Task description
Set down exactly the lines below, starting at the one that contains "Please mark all" and ending at the one that contains "Where are all", with both of those lines included and nothing else.

(Records contained in a dataset)

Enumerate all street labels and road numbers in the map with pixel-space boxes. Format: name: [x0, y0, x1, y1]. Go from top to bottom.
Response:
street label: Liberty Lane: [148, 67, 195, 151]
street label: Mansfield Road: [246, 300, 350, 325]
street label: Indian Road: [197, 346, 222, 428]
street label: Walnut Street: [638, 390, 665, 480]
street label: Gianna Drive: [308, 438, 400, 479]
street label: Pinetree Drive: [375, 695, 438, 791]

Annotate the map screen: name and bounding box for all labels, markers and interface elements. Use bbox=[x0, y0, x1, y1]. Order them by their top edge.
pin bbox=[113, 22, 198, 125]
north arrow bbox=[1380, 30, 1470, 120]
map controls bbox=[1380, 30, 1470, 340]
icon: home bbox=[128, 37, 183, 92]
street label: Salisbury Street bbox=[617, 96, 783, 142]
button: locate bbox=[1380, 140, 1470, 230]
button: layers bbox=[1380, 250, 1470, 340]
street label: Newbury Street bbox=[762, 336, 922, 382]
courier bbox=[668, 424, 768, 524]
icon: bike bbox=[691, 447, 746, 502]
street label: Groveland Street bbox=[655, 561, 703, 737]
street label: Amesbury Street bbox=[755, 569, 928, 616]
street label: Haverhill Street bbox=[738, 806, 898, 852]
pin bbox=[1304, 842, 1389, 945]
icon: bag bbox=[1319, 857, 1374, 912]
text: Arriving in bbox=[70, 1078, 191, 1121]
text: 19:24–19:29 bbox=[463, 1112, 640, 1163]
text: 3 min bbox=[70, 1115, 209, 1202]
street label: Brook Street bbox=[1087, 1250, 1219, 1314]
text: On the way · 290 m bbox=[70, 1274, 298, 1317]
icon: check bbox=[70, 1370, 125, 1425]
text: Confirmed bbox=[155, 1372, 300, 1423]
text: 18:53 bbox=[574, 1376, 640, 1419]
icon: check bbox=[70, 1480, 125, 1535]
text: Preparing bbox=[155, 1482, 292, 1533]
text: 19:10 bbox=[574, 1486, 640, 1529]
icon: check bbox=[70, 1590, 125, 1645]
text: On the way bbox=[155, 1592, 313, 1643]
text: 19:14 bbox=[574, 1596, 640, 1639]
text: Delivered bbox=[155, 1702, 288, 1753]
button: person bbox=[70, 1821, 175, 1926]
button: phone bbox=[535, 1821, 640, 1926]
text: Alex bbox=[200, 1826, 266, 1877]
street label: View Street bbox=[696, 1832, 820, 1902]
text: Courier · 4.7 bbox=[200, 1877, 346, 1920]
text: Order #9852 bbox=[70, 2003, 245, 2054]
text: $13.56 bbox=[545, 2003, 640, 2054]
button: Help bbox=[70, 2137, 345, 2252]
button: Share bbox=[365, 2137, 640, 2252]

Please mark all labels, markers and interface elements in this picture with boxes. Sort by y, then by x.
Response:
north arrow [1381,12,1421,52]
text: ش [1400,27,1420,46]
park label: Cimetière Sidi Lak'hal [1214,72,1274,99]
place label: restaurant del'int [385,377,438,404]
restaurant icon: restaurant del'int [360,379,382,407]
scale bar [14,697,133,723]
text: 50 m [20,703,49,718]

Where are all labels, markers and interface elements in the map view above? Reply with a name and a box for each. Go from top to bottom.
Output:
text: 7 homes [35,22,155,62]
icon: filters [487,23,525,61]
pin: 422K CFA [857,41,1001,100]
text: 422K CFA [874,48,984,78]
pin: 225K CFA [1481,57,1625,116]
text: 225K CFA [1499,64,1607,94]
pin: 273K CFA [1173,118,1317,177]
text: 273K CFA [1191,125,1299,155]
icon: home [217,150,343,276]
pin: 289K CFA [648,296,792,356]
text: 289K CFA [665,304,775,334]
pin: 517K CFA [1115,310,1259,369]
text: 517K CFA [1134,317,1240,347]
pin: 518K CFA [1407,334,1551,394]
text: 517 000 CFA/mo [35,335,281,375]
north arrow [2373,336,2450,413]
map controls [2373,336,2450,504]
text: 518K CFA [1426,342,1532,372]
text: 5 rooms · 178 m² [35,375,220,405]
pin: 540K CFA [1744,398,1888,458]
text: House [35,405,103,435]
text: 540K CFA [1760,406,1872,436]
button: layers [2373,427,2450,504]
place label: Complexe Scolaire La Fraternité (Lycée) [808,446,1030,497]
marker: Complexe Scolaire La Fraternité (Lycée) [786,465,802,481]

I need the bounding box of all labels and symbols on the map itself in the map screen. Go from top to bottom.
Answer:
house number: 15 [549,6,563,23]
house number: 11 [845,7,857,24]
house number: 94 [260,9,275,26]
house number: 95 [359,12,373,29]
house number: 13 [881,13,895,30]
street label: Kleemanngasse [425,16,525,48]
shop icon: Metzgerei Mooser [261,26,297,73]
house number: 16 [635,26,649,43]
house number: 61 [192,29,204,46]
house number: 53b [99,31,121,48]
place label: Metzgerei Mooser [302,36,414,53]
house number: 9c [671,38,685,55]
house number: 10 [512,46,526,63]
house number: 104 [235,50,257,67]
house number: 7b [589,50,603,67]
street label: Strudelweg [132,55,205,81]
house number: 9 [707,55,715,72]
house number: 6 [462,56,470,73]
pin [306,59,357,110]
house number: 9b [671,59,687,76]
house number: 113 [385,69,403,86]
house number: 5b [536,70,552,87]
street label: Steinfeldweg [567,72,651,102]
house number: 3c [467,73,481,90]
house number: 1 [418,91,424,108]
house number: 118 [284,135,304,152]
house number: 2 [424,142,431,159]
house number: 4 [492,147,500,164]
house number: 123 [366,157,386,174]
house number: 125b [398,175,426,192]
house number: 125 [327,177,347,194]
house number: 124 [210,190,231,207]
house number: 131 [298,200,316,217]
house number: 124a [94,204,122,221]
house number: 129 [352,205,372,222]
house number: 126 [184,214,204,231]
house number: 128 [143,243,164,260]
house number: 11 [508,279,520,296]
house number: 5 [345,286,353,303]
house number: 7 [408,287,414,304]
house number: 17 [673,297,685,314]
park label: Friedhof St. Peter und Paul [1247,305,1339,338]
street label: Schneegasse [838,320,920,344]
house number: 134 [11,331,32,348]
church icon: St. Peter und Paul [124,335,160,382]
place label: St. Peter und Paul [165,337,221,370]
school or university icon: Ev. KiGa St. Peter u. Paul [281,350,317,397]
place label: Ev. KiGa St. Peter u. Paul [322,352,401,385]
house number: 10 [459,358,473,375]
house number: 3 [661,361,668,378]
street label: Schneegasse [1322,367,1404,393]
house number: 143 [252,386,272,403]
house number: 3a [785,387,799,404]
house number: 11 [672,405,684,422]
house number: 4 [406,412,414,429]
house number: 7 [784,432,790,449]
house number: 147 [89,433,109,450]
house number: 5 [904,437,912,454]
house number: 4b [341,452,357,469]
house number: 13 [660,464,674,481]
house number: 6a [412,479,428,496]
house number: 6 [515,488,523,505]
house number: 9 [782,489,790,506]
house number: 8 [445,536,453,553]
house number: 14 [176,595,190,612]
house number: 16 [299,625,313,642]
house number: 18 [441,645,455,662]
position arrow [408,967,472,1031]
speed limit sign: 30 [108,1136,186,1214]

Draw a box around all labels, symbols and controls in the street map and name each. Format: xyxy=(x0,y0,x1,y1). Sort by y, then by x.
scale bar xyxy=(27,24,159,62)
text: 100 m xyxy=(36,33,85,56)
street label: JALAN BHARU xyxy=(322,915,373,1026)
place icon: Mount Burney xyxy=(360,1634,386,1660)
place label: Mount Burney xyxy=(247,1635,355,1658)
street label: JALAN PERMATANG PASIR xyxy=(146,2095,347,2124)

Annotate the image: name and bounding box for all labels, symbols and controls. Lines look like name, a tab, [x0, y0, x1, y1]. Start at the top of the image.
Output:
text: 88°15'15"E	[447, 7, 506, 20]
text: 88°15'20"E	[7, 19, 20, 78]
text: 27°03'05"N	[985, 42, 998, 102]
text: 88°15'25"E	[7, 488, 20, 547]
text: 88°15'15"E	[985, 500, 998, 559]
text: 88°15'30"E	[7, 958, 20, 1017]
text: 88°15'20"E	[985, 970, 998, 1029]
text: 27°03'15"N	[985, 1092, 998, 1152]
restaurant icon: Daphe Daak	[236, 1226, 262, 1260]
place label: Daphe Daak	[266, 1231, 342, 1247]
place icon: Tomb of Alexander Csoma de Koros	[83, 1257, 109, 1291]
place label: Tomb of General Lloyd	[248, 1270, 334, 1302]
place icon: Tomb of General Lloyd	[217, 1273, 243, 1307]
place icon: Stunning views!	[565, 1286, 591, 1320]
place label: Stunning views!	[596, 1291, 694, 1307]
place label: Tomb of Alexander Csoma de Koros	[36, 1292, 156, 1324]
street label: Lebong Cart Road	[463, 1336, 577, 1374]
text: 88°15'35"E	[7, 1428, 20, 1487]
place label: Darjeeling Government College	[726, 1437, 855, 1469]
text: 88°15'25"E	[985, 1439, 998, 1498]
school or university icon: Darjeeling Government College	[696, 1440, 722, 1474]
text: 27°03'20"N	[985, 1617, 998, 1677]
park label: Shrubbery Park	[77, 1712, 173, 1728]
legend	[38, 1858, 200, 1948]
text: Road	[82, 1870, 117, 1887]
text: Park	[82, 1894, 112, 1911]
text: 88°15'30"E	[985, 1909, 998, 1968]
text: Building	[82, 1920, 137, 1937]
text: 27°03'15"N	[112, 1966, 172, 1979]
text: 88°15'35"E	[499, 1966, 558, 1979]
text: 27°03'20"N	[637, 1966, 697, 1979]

The completed task
Please mark all labels, markers and interface elements in this picture with boxes. Sort by y, then by x.
Response:
north arrow [1381,12,1421,52]
text: ش [1400,27,1420,46]
park label: Cimetière Sidi Lak'hal [1214,72,1274,99]
place label: restaurant del'int [385,377,438,404]
restaurant icon: restaurant del'int [360,379,382,407]
scale bar [14,697,133,723]
text: 50 m [20,703,49,718]

Where are all labels, markers and interface elements in the map view above? Reply with a name and a box for each. Go from top to bottom.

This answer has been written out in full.